UNC: Manning, Bakr ‘family affair’
THE OPPOSITION UNC yesterday scoffed at Prime Minister Patrick Manning’s statement about the Jamaat-al-Muslimeen still being a threat to Trinidad and Tobago’s national security and Government employing all strategies necessary to ensure national stability and security.
Speaking at a post-Cabinet news conference at Whitehall on Thursday, the Prime Minister denied that the Government had relations which were “too cosy” with either the Jamaat or any of its splinter groups. Manning also denied that any Government Minister was acting as a liaison with the Jamaat or its splinter groups or his Cabinet was divided over the Jamaat.
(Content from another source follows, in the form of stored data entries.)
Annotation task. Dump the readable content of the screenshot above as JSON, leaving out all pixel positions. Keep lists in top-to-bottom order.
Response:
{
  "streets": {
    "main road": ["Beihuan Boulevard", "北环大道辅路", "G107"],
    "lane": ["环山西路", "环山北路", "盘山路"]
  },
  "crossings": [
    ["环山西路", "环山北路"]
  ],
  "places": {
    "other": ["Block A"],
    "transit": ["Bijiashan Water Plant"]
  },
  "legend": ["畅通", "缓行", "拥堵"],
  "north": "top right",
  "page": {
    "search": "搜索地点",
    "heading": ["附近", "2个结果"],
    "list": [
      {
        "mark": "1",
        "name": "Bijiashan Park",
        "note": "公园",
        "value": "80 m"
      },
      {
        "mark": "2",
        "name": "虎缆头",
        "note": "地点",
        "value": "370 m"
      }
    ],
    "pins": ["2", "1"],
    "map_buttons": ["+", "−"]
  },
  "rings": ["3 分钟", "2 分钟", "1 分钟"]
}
UNC chairman Wade Mark said the Prime Minister’s utterances only serve to reinforce the Opposition’s longstanding beliefs that “Mr Manning is still in bed with these gentlemen. “This should not come as a surprise to the national community. They (PNM, Jamaat-al-Muslimeen) belong to the same arrangement,” Mark declared. He added that the controversy surrounding a particular structure in the Laventille area was part of “a family squabble between Mr Manning and Mr Bakr.”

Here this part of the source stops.